Ülkemizin Huzur Anayasasına İhtiyacı Vardır
Kısa adı GİMEV olan Giresun İmam Hatip Mezunları ve Mensupları Vakfı'nın Huzur Anayasası Taslağı yapılan bir toplantı ile tanıtıldı.
Toplantının açılış konuşması GİMEV Yönetim Kurulu Başkanı Mehmet Kırdemir tarafından yapıldı. Av. Cüneyt Toraman'a teşekkür ederek konuşmasına başlayan Kırdemir "Tüm halkımızın huzur bulacağı bir anayasa taslağı hazırlattık. Kitapçık haline getirdiğimiz bu taslağı etkili ve yetkili tüm kesimlere gönderdiğimiz gibi ayrıca yurdumuzun her köşesindeki bürokrat ve siyasetçilerimize de posta ile gönderiyoruz. Belki bu hazırladığımız taslak tam olarak uygulanmayacak, bunun farkındayız ancak bir STK olarak tüm halkımız adına biz üzerimize düşen görevimizi yaptık, en azından bir kaç madde bile olsa yeni anayasada bizim hazırladığımız taslaktan bazı maddeler alınırsa biz bundan büyük mutluluk duyarız" dedi.
GİMEV Hukuk Komisyonu Başkanı Av. Cüneyt Toraman ise konuşmasına hazırlanan Anayasa Taslağının daha iyi anlaşılması bakımından tarihten bugüne yaşanan anayasa çalışmalarını anlatarak başladı.
Toraman, GİMEV Anayasa Taslağının üç temel madde üzerine kurulu olduğunu söyleyerek bu maddeleri şu şekilde sıraladı.
1 - Hak ve Özgürlükler Verilsin,
2 - Vesayet Sistemi Kalksın,
3 - Resmi İdeoloji Olmasın.
Av. Toraman darbe anayasalarının ise üç temeli var diyerek konuşmasını sürdürdü ve bu üç temeli de şu şekilde açıkladı.

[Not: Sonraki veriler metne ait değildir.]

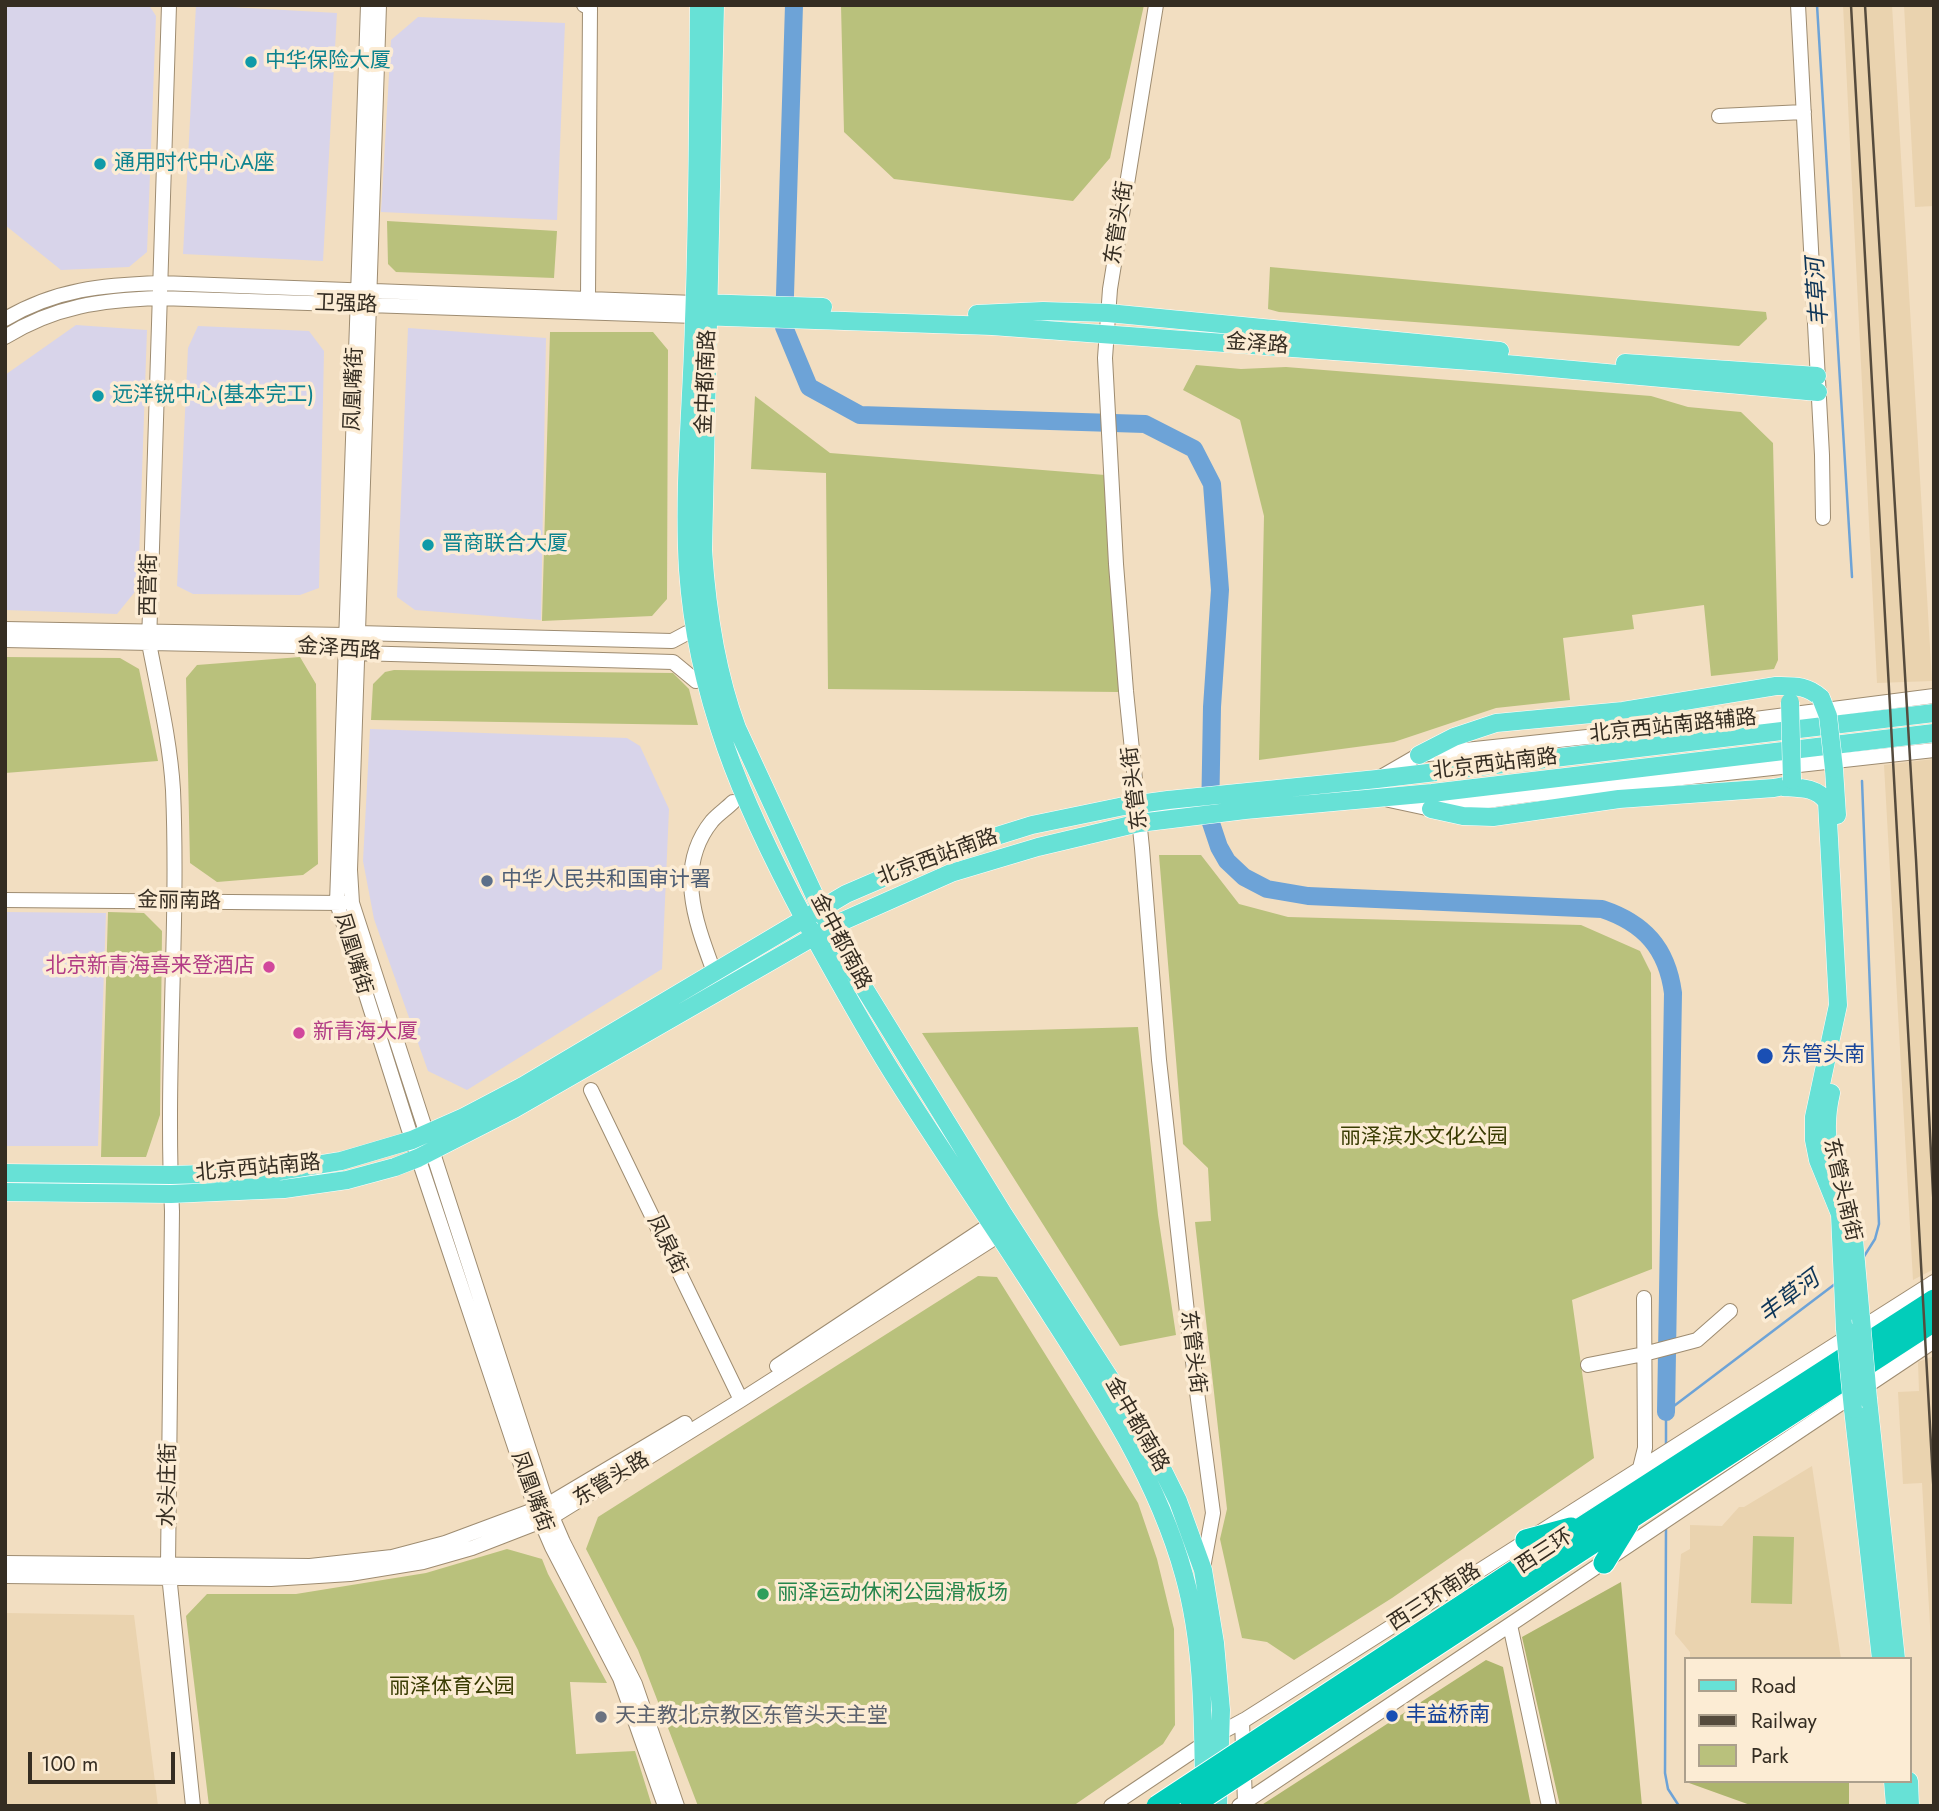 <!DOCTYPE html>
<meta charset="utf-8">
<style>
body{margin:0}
#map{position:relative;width:1939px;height:1811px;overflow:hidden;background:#f2dec1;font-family:Jost,sans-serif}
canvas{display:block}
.frame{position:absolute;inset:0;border:7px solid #352d22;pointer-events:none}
.legend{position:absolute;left:1684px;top:1657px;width:228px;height:126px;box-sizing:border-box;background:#fcecd4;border:2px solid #aca08d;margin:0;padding:9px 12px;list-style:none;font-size:21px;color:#352d22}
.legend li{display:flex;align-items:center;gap:14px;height:35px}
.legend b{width:35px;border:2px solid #aca08d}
.scale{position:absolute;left:28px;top:1752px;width:147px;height:32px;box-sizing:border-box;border:4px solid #352d22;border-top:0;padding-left:9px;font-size:21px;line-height:24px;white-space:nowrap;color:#352d22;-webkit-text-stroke:5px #fcecd4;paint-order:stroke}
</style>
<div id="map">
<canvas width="1939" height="1811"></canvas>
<div class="frame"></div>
<ul class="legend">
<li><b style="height:9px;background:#67e1d6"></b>Road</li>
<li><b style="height:9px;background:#554b3d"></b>Railway</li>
<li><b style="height:19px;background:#b9c17c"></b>Park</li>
</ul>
<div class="scale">100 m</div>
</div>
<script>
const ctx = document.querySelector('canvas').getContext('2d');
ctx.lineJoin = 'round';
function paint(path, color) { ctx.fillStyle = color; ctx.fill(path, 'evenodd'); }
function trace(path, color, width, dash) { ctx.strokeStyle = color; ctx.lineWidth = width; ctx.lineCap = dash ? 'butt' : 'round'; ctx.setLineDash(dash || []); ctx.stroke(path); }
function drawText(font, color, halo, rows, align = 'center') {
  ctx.font = font + ' Jost,"Noto Sans SC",sans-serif'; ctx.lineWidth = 7; ctx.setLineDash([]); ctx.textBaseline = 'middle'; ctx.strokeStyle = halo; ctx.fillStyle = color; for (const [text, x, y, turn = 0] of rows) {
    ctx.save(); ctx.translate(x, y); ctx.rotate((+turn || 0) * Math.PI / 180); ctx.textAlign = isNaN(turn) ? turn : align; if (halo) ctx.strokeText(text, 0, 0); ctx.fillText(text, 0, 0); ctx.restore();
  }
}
const commercial = new Path2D(`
 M5,5H149L156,16L147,252L129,267L61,270L5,225Z
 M196,5L337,13L323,261L183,254Z
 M418,17L565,23L557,220L381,212L391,40Z
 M76,325L147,330L138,588L117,614L5,610V375Z
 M198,326L309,331L324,351L319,588L300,595L193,594L177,586L188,348Z
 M408,328L546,338L541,620L415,610L397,597Z
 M370,729L627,738L640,746L669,809L662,969L467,1090L428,1071L374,919L363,861Z
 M5,912L106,913L98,1146H5Z`);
const built = new Path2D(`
 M1843,5H1892L1932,681L1877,683Z
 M1904,5H1934V206L1915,207Z
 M1933,759L1934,1269L1913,1280L1884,765Z
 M1934,1356V1697L1922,1483L1903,1484L1898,1392L1919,1391L1918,1362Z
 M1812,1466L1841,1659H1690V1652L1675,1634L1681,1554L1690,1549V1525L1722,1526L1739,1507H1744Z
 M5,1613L134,1615L158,1806H5Z`);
const green = new Path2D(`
 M841,5H1144L1110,158L1073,201L894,179L844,132Z
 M387,221L557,231L554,278L396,272L388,264Z
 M1270,267L1766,312L1767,319L1739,346L1279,312L1268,309Z
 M550,332H653L668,350L667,599L652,616L542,621Z
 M1196,365L1241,369L1286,367L1651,396L1688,407L1741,412L1773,443L1778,660L1774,669L1711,676L1704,605L1632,615L1634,629L1563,638L1570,700L1496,708L1394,742L1259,760L1264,516L1240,420L1183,390Z
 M755,396L830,453L1105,475L1119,692L828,689L826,473L751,469Z
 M5,657L120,658L139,669L158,761L5,773Z
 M300,657L316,684L318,864L303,875L217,882L190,863L186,678L197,665Z
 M394,670L673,673L689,689L698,725L371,720L373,684L385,672Z
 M1159,855H1201L1239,904L1288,917L1581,925L1640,951L1651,973L1652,1269L1572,1300L1594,1458L1392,1598L1294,1660L1267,1642L1242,1638L1220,1539L1227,1509L1195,1222L1211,1221L1208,1168L1183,1144Z
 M108,912L144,913L162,931L160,1115L146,1157H101Z
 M1138,1027L1158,1215L1176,1335L1120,1346L922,1033Z
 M978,1276L997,1277L1138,1503L1157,1559L1174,1629L1175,1725L1163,1744L1073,1806H698L638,1650L586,1549L598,1517Z
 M1753,1536L1794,1537L1792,1604L1751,1603Z
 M507,1549L542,1559L548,1574L607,1683L570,1682L576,1754L635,1751L652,1806H209L186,1616L207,1594H296L426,1573Z`);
const forest = new Path2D(`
 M1621,1582L1642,1806H1560L1522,1637Z
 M1486,1660L1503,1667L1531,1806H1260Z
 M1689,1781H1849V1806H1753L1689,1783Z`);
const stream = new Path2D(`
 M1817,5L1852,577
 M1862,781L1879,1224L1875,1239L1863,1258
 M1666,1445V1412L1835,1284
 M1666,1525L1665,1773L1668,1789L1679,1806`);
const river = new Path2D(`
 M794,5L784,327L809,387L860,415L1145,424L1194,449L1212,484L1220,590L1212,707L1210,820L1219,847L1227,861L1244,877L1267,889L1308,896L1602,909C1644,923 1667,948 1673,993L1666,1412`);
const minor = new Path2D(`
 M169,5L149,643C158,691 170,740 173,790C179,930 165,1070 172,1211L168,1565L193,1806
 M368,5L337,903L408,1127L536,1510L552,1547L620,1678L665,1806
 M379,5C370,294 358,582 350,870L352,903L547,1505L563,1542L635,1684L677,1806
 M584,5L590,8L588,297
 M1156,5L1110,289L1105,358L1116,564L1126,691L1142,848L1159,1060L1190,1339L1213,1513L1203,1568
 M1798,5L1822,455L1823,518
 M1719,116L1804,112
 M5,319C56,289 103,285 160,283L695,303
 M5,337C55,306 102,300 159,298L695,316
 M5,629L345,635L357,633L672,641L687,633
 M5,640L345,647L356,653L673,662L696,681
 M1381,777L1419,755L1755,719L1934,696
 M1389,800L1431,809L1529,795L1934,750
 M5,900L343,903
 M714,972C696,923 674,868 712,821C718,814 726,809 733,802
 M591,1090L741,1400
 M1588,1365L1644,1354L1697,1340L1730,1311
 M777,1366L991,1224
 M1640,1468L1645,1448L1644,1298
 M5,1563L310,1566L392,1557L445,1543L547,1505L685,1423
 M5,1576L271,1579L350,1574L423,1562L472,1548L552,1517L741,1400L999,1235
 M1510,1625L1549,1806
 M1242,1721L1245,1802
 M1111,1806L1220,1733L1246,1719L1934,1282
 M1239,1806L1934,1341`);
const major = new Path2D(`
 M699,5C698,111 698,216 694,321C692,404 683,488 688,570C692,631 706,691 726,748C747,808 776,866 806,922C835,975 864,1028 897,1080C939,1147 985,1213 1028,1280C1088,1374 1154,1467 1184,1575C1203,1643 1203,1715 1204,1785
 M715,5L703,550C707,611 716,671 737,728L837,944L1004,1215L1142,1428L1178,1501L1203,1570L1215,1643L1221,1710L1218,1806
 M700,303L823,307
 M977,314L1043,311L1108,313L1500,351
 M697,316L992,326L1484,362L1818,392
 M1625,363L1817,376
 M1419,755L1454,737L1496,723L1623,711L1776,686C1795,686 1807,685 1821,698
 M1834,769L1837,815
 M1783,787C1800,788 1817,787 1827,802L1838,1005L1814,1117V1140L1818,1160L1840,1214L1845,1329
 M1431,809L1463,816L1493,817L1619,799L1774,788L1789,785L1791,782
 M1831,1093C1824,1123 1826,1149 1837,1178
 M5,1173L171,1175L273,1172L341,1161L412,1140L464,1117L523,1086L846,894L939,854L1032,825L1124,806L1168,800L1377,779L1934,713
 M5,1192L171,1194L284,1189L347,1180L395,1167L418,1158L514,1109L834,925L951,873L1038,847L1139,823L1245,810L1432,793L1934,733
 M1853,1228L1861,1319
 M1868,1399L1896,1659
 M1853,1409L1881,1659
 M1893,1781L1895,1806
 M1909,1781L1910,1806`);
const highway = new Path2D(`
 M1526,1540L1571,1528
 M1604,1563L1628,1524
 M1525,1564L1934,1300
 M1536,1580L1934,1321`);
const rail = new Path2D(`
 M1851,5L1934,1498
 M1865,5L1916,859L1934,1212`);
const majorBridge = new Path2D(`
 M1821,698L1828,716L1834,769
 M1790,702L1792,780
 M1861,1319L1868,1399
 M1845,1329L1853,1409`);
const highwayBridge = new Path2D(`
 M1157,1806L1525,1564
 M1191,1806L1536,1580`);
const markers = [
 [251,62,7,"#0f9aa8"],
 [100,164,7,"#0f9aa8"],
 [98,396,7,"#0f9aa8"],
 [428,545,7,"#0f9aa8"],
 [487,881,7,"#5c6f8a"],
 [269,967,7,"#d1479c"],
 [299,1033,7,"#d1479c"],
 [1765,1056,9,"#1a4fb4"],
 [763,1594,7,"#2e9e5b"],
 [1392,1716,7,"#1a4fb4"],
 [601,1717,7,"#6b7280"]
];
const cultureNames = [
 ["中华保险大厦",265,62],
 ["通用时代中心A座",114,164],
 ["远洋锐中心(基本完工)",112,396],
 ["晋商联合大厦",442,545]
];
const streetNames = [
 ["东管头街",1120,223,-81],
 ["卫强路",346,305,2],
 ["金泽路",1257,345,4],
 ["金中都南路",707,382,-88],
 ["凤凰嘴街",355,389,-88],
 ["西营街",150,585,-89],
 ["金泽西路",339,650,4],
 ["北京西站南路辅路",1673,727,-6],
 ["北京西站南路",1495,765,-7],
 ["东管头街",1136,788,-97],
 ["北京西站南路",938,858,-20],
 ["金丽南路",179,902,1],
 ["金中都南路",840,942,62],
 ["凤凰嘴街",352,954,73],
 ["北京西站南路",258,1169,-5],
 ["东管头南街",1841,1190,77],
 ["凤泉街",666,1245,64],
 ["东管头街",1192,1352,83],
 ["金中都南路",1136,1425,60],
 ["东管头路",612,1480,-31],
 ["水头庄街",169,1485,-89],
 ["凤凰嘴街",531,1492,70],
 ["西三环",1545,1552,-33],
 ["西三环南路",1435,1598,-33]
];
const serviceNames = [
 ["中华人民共和国审计署",501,881]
];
const hotelNames = [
 ["北京新青海喜来登酒店",255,967],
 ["新青海大厦",313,1033,"left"]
];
const transitNames = [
 ["东管头南",1781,1056],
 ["丰益桥南",1406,1716]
];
const parkNames = [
 ["丽泽滨水文化公园",1424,1138],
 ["丽泽体育公园",452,1688]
];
const leisureNames = [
 ["丽泽运动休闲公园滑板场",777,1594]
];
const worshipNames = [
 ["天主教北京教区东管头天主堂",615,1717]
];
const waterNames = [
 ["丰草河",1819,292,-94],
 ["丰草河",1790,1298,-37]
];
paint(commercial, '#d8d4ea');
paint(built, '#ead3af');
paint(green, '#b9c17c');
paint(forest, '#adb56d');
trace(stream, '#6da3d7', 2.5);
trace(river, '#6da3d7', 18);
trace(minor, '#9e8c71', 16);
trace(major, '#fff', 19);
trace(highway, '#fff', 23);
trace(minor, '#fff', 14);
trace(major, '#67e1d6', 18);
trace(highway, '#02cdba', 21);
trace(rail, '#554b3d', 2.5);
trace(majorBridge, '#fff', 19, []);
trace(highwayBridge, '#fff', 23, []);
trace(majorBridge, '#67e1d6', 18);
trace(highwayBridge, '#02cdba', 21);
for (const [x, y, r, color] of markers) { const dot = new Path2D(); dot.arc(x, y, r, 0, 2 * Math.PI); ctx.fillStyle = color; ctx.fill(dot); trace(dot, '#fcecd4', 2.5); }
drawText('21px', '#0d838f', '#fcecd4', cultureNames, 'left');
drawText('21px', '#352d22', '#fcecd4', streetNames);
drawText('21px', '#4e5e75', '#fcecd4', serviceNames, 'left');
drawText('21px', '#b23c85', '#fcecd4', hotelNames, 'right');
drawText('21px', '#164399', '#fcecd4', transitNames, 'left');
drawText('21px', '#393c02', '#fcecd4', parkNames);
drawText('21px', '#27864d', '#fcecd4', leisureNames, 'left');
drawText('21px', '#5b616d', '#fcecd4', worshipNames, 'left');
drawText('italic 23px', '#0d3558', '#fcecd4', waterNames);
</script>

1 - Milli Güvenlik Kurulu,
2 - Anayasa Mahkemesi,
3 - Devlet Güvenlik Mahkemesi.
Ayrıca bu kuruluşların yanında bir çok üst kurullarda kuruldu. İktidara gelen hükümetler kendilerine verilen kırmızı kitapla belirlenen yetkiler çerçevesinde ülkeyi yönetmeye çalıştılar. Dolayısıyla hükümet oldular ama iktidar olamadılar. İktidarı bu kurullarla paylaştılar. Bugün insanımızın Anayasa Mahkemesi yerine İnsan Hakları Mahkemesine ihtiyacı olduğunu vurguladı.
1961 ve 1982 Anayasalarının temelde aynı olduğunu anlatan Av. Cüneyt Toraman, bu anayasalar ile;
1 - Hak ve Özgürlükler Kısıtlandı,
2 - Vesayet Sistemi Oluşturuldu,
3 - Halka Resmi İdeoloji Dayatıldı.
Av. Toraman kırılma noktasını ise 2007 Cumhurbaşkanlığı seçimi ile, 12 Eylül 2010 Referandumu olarak açıkladı.
Başkanlık veya yarı Başkanlık sisteminin ülkemizin hayrına gördüklerini anlatan Av. Toraman yerel yönetimlerin de güçlendirilmesi gerektiğinin altını çizdi.